Oil prices dip as Middle East tensions and weaker demand loom
Oil prices on the New York fuel exchange are falling after a five-day streak of increases. Brokers report that investors are assessing the likely escalation of conflict in the Middle East and signs of weakening demand for oil globally.
5:01 PM EDT, August 14, 2024
On NYMEX in New York, a barrel of West Texas Intermediate oil for September delivery is priced at $79.63, down 0.54%.
Oil prices are falling
Brent on ICE for October delivery is priced at $81.77 per barrel, down by 0.64%.
Players are evaluating the risk of escalation in the Middle East and worrying signs of weakening global demand for fuel.
The U.S. expects a "significant wave of attacks" from Iran and its allies on Israel, which could happen as early as this week.
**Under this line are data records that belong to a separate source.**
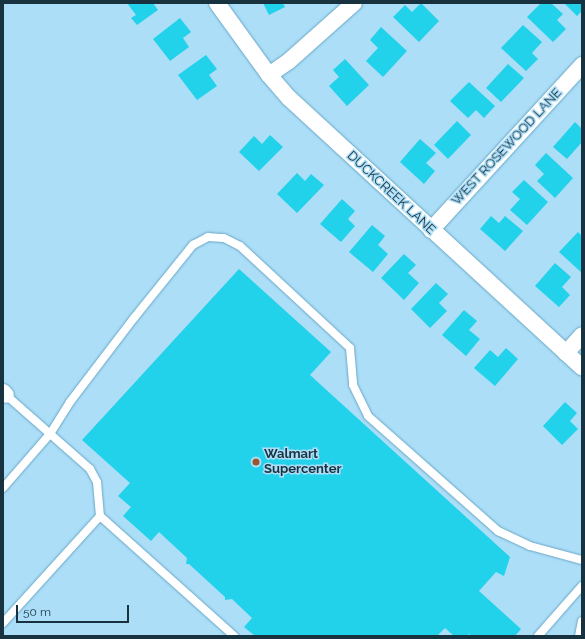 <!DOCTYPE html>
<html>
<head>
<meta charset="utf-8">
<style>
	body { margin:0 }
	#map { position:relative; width:585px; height:639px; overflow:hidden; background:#acdef8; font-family:Raleway,sans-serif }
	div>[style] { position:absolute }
	.building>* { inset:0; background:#22d1ea }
	.roads { filter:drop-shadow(0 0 1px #69a7c5) drop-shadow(0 0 1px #69a7c5) }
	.lane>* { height:8px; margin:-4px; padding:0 4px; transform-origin:4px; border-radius:4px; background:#fff }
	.street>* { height:16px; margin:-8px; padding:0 8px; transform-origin:8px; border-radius:8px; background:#fff }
	.dots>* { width:11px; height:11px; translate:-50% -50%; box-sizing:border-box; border:2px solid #acdef8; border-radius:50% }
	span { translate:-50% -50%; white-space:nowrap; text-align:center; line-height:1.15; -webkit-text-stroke:3px #acdef8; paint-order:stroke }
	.street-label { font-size:13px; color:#18323f }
	.poi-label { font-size:13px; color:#18323f; font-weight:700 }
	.left { translate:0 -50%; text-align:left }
	.frame { position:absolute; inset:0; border:4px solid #18323f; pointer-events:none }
	.scale { position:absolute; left:16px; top:605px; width:113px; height:18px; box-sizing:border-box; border:2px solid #18323f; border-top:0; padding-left:5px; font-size:12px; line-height:14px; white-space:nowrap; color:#18323f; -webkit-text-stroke:3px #acdef8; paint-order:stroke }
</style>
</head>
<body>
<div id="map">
	<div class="building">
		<div style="clip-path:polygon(127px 3px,153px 3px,158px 10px,137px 25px,131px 18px,136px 15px)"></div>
		<div style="clip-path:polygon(263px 3px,283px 3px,285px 7px,269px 15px)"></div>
		<div style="clip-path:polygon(421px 3px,439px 21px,419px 42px,393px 17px,405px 5px,412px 12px)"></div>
		<div style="clip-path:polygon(541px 3px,551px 3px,563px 14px,557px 20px,566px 29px,553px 42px,527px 17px)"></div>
		<div style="clip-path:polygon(564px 3px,582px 3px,582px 11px,577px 16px)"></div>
		<div style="clip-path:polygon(180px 18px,191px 32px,183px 38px,189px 47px,170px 61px,153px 39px)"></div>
		<div style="clip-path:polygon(523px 25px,542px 42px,532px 53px,538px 59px,526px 71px,501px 48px)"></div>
		<div style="clip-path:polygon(381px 27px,407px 51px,383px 77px,366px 61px,378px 48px,370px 40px)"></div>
		<div style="clip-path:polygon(206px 55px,217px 69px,209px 75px,217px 86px,197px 100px,178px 75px)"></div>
		<div style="clip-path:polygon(345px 59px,369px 85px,347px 106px,329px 86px,339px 77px,333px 70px)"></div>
		<div style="clip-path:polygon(508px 64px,524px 78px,501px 102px,486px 88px)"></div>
		<div style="clip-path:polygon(469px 82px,495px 106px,484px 118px,476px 110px,468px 118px,450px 101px)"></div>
		<div style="clip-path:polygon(457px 121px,471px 135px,448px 159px,434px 145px)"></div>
		<div style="clip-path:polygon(575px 122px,582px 129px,582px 142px,567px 159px,553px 147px)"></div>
		<div style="clip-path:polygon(270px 135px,283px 147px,259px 171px,239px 152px,254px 136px,262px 144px)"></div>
		<div style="clip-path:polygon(420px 139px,436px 153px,426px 163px,435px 171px,424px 184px,400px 162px)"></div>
		<div style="clip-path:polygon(546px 153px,573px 178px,555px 198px,537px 181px,544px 174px,535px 165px)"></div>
		<div style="clip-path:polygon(297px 173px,305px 181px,311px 174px,324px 185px,297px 213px,277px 194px)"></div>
		<div style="clip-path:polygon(524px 180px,548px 202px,527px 225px,510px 210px,520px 199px,512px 192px)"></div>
		<div style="clip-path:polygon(342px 199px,355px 211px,348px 219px,355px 226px,341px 242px,320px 224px)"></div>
		<div style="clip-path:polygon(491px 216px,499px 223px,505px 216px,523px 231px,505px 251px,480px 229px)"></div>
		<div style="clip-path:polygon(372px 225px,385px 236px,378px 245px,388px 254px,373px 272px,349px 252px)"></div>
		<div style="clip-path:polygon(578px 232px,582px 236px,582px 273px,559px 252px)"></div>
		<div style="clip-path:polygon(404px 254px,416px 265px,408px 273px,419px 283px,404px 300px,381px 278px)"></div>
		<div style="clip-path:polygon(555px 263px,571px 277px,562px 287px,570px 295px,559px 307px,535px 286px)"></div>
		<div style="clip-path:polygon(239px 269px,331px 352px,310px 375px,510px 557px,504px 576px,496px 572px,479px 591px,521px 629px,515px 636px,472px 636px,469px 634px,467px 636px,454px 636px,445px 628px,437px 636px,255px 636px,244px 627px,252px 618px,232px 599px,225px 600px,225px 597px,189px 564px,186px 564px,187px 558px,159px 532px,151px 541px,123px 516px,131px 507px,118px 496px,130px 483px,82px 440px)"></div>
		<div style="clip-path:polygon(436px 283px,448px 294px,439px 303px,447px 311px,430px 328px,411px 309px)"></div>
		<div style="clip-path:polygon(464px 310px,477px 321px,469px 330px,480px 339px,466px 356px,442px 335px)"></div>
		<div style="clip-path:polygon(506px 348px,518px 359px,495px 386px,474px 368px,490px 350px,498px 357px)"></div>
		<div style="clip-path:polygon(565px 402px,577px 413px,570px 421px,578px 429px,562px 445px,543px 426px)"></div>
	</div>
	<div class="roads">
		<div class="lane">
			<div style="left:6px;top:395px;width:112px;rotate:41.4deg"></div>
			<div style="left:90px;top:469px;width:15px;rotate:62deg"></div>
			<div style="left:97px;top:482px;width:34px;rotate:85deg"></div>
			<div style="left:100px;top:516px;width:180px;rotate:41.8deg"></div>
			<div style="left:3px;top:488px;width:72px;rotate:-49deg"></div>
			<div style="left:50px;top:434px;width:38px;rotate:-58deg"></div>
			<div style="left:70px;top:402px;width:106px;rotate:-52.7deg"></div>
			<div style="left:134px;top:318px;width:94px;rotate:-51.1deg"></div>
			<div style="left:193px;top:245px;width:17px;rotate:-28deg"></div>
			<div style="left:208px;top:237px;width:16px;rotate:4deg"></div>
			<div style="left:224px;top:238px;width:18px;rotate:27deg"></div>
			<div style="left:240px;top:246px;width:150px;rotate:42.8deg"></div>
			<div style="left:350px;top:348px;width:37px;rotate:85deg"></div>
			<div style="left:353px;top:385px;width:34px;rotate:64deg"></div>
			<div style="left:368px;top:416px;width:174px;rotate:41.5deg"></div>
			<div style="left:498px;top:531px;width:35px;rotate:25deg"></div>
			<div style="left:530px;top:546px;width:54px;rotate:15.1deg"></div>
			<div style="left:3px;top:623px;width:144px;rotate:-47.8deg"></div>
			<div style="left:538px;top:636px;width:67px;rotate:-48.7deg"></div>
			<div style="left:579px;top:636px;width:15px;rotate:-79deg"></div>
		</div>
		<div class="street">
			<div style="left:217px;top:3px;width:89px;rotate:54.2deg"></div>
			<div style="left:269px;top:75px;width:30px;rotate:49deg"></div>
			<div style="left:289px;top:98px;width:398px;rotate:42.6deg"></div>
			<div style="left:269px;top:75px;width:24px;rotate:-35deg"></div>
			<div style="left:289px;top:61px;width:87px;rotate:-41.7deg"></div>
			<div style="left:431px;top:230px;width:224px;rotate:-47.5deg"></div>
			<div style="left:566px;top:353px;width:24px;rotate:-48deg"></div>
			<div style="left:3px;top:392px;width:4px;rotate:45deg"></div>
		</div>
	</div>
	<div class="dots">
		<div style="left:256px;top:462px;background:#9d572c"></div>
	</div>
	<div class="street-label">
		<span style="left:507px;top:147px;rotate:-47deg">WEST ROSEWOOD LANE</span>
		<span style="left:391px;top:193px;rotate:43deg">DUCKCREEK LANE</span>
	</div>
	<div class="poi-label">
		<span class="left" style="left:264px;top:462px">Walmart<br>Supercenter</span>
	</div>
	<div class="frame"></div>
	<div class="scale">50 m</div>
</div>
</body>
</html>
National Security Council spokesman John Kirby stated on Monday that they anticipate a major surge of attacks from Iran on Israel, potentially occurring within the week.
He added that the U.S. assessment aligns with what Israeli services are expecting.
Kirby noted that over the weekend, the Pentagon announced the deployment of an additional nuclear-powered submarine to the Middle East region and the accelerated deployment of a second aircraft carrier, the USS Lincoln, to the area.
The anticipated retaliation by Iran on Israel for the assassination of Hamas political leader Ismail Haniyeh in Tehran was also the subject of Monday's talks between U.S. President Joe Biden and leaders of the United Kingdom, France, Germany, and Italy.
Oil demand is weakening
Meanwhile, markets show weaker demand for oil, prompting OPEC countries to lower their demand forecasts for 2024 and 2025.
The monthly OPEC report indicates that the organization has reduced its global oil demand growth forecasts by 135 thousand barrels daily.
This is the first significant change in OPEC forecasts. However, the cartel expects global oil consumption to rise by a "healthy" 2.1 million barrels per day this year, reaching an average of 104.3 million barrels per day.
OPEC and its allies (within the OPEC+ framework) must decide whether to continue plans to resume larger crude production from October in the coming weeks.
For now, the group and its partners plan to increase oil supplies to global fuel exchanges by approximately 543 thousand barrels per day in the fourth quarter. This is the first stage of returning 2.2 million barrels daily to markets by the end of 2025.
OPEC+ has been cutting oil production to global markets for nearly two years to prevent an oversupply of crude due to increasing deliveries from both Americas, led by the United States, Brazil, and Guyana.